Nous avons un Findus et un Croustibat au congelateur ... Dans un mois, on décongèlera notre petit Findus pour le mettre au four pendant 9 mois ... Et y'a pas de raison, cette fois, il va s'accrocher ... Parce que bon, les montagnes russes, j'aime bien ... mais uniquement au Parc Astérix !

[Et désolée pour ce pavé décousu ... mais c'est ça aussi la PMA]

mardi 31 janvier 2017

Le jour où je résume #Janvier

En m'inspirant totalement (et j'assume) sur une charmante blogueuse Cloudy, que je vous invite à découvrir, voici mon mois de janvier, en bref. 
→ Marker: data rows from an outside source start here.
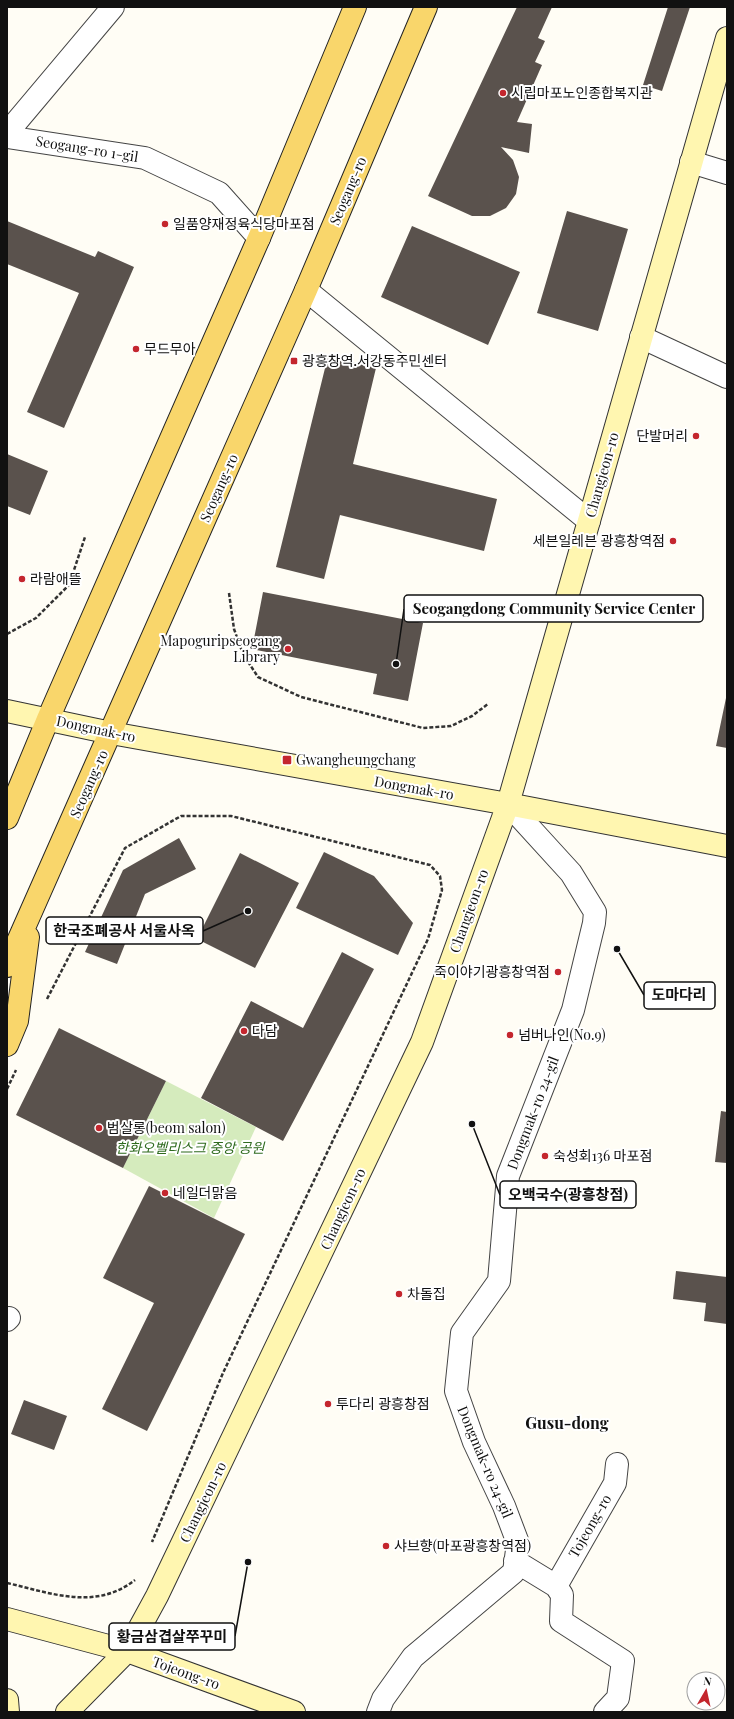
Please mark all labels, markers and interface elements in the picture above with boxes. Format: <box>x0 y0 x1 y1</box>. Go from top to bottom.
place label: 시립마포노인종합복지관 <box>511 83 653 102</box>
marker: 시립마포노인종합복지관 <box>498 88 508 98</box>
street label: Seogang-ro 1-gil <box>34 131 140 166</box>
street label: Seogang-ro <box>325 153 371 228</box>
place label: 일품양재정육식당마포점 <box>173 214 315 233</box>
marker: 일품양재정육식당마포점 <box>160 219 170 229</box>
place label: 무드무아 <box>144 339 196 358</box>
marker: 무드무아 <box>131 344 141 354</box>
place label: 광흥창역.서강동주민센터 <box>302 351 447 370</box>
marker: 광흥창역.서강동주민센터 <box>289 356 299 366</box>
place label: 단발머리 <box>636 426 688 445</box>
street label: Changjeon-ro <box>580 430 623 520</box>
marker: 단발머리 <box>691 431 701 441</box>
street label: Seogang-ro <box>195 450 242 525</box>
place label: 세븐일레븐 광흥창역점 <box>533 531 665 550</box>
marker: 세븐일레븐 광흥창역점 <box>668 536 678 546</box>
place label: 라람애뜰 <box>30 569 82 588</box>
marker: 라람애뜰 <box>17 574 27 584</box>
callout: Seogangdong Community Service Center <box>404 595 703 622</box>
text: Seogangdong Community Service Center <box>413 598 695 618</box>
place label: Mapoguripseogang Library <box>160 631 281 666</box>
marker: Mapoguripseogang Library <box>283 644 293 654</box>
street label: Dongmak-ro <box>55 711 138 746</box>
street label: Seogang-ro <box>65 746 112 821</box>
place label: Gwangheungchang <box>296 750 416 769</box>
marker: Gwangheungchang <box>281 754 293 766</box>
street label: Dongmak-ro <box>373 771 456 804</box>
street label: Changjeon-ro <box>445 866 493 955</box>
callout: 한국조폐공사 서울사옥 <box>46 917 203 944</box>
text: 한국조폐공사 서울사옥 <box>53 920 195 940</box>
place label: 죽이야기광흥창역점 <box>434 962 550 981</box>
marker: 죽이야기광흥창역점 <box>553 967 563 977</box>
callout: 도마다리 <box>644 982 715 1009</box>
text: 도마다리 <box>651 984 707 1004</box>
place label: 다담 <box>252 1021 278 1040</box>
place label: 넘버나인(No.9) <box>518 1025 606 1044</box>
marker: 다담 <box>239 1026 249 1036</box>
marker: 넘버나인(No.9) <box>505 1030 515 1040</box>
street label: Dongmak-ro 24-gil <box>502 1053 563 1172</box>
place label: 범살롱(beom salon) <box>107 1118 226 1137</box>
marker: 범살롱(beom salon) <box>94 1123 104 1133</box>
park label: 한화오벨리스크 중앙 공원 <box>116 1138 266 1157</box>
place label: 숙성회136 마포점 <box>553 1146 652 1165</box>
marker: 숙성회136 마포점 <box>540 1151 550 1161</box>
street label: Changjeon-ro <box>315 1165 370 1253</box>
callout: 오백국수(광흥창점) <box>500 1181 636 1208</box>
place label: 네일더맑음 <box>173 1183 238 1202</box>
text: 오백국수(광흥창점) <box>508 1184 628 1204</box>
marker: 네일더맑음 <box>160 1188 170 1198</box>
place label: 차돌집 <box>407 1284 446 1303</box>
marker: 차돌집 <box>394 1289 404 1299</box>
place label: 투다리 광흥창점 <box>336 1394 430 1413</box>
marker: 투다리 광흥창점 <box>323 1399 333 1409</box>
street label: Dongmak-ro 24-gil <box>453 1403 518 1521</box>
district label: Gusu-dong <box>525 1412 609 1433</box>
street label: Changjeon-ro <box>175 1458 230 1545</box>
street label: Tojeong-ro <box>564 1490 616 1561</box>
place label: 샤브향(마포광흥창역점) <box>394 1536 531 1555</box>
marker: 샤브향(마포광흥창역점) <box>381 1541 391 1551</box>
callout: 황금삼겹살쭈꾸미 <box>109 1623 235 1650</box>
text: 황금삼겹살쭈꾸미 <box>117 1626 227 1646</box>
street label: Tojeong-ro <box>150 1652 223 1694</box>
north arrow <box>686 1671 726 1711</box>
text: N <box>703 1673 713 1689</box>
Happy New Year / Entre amis / Mon frère / Minuit / Débarquement / Happy / Stress / J1 / Go FIV / Vacances / Douceurs / Journée amie / Bridget Jones / Cadeaux / Epilepsie Oscar, pfff / Repos / Cartes de voeux / Harry Potter et l'enfant Maudit / Ca déborde / Ca pue / Vidange de la fosse / The Crown / 2ème écho, ça booste bien / Week end à la montagne sans neige / Nouveau Noël, famille recomposée / Lingettes lavables / Belote / Rebelote / Reprise, dure dure / Réunions / Stress / 3ème écho, c'est pour la fin de semaine, yes / Il neige / Anesthésiste / Ovitrelle / Ponction / Natecia / Petit déjeuner de clinique / 14 ovocytes, youhou / Neige à gogo / 10 embryons, youhou bis / Galette / Epilepsie Ishka, pfffff / Embryons en évolution / Invitation mariage 1er juillet / Transfert / 1 blastocyte / Espoir / Resto chinois / Coupure électricité générale pendant des heures - la loose / Resto dinner / Shopping / Jeux PC / Parties de Times Up endiablées en famille / Primaires 1er tour / Reprise des Sims / Je vends enfin notre vieille cuisinière / Grâces matinées / Réaménagement de ma scraproom / Plombier / Douleurs / Grosses crises d'angoisse / Stress FIV / Soirée chez les beaux-parents / Repos forcé / Peur / Espoir.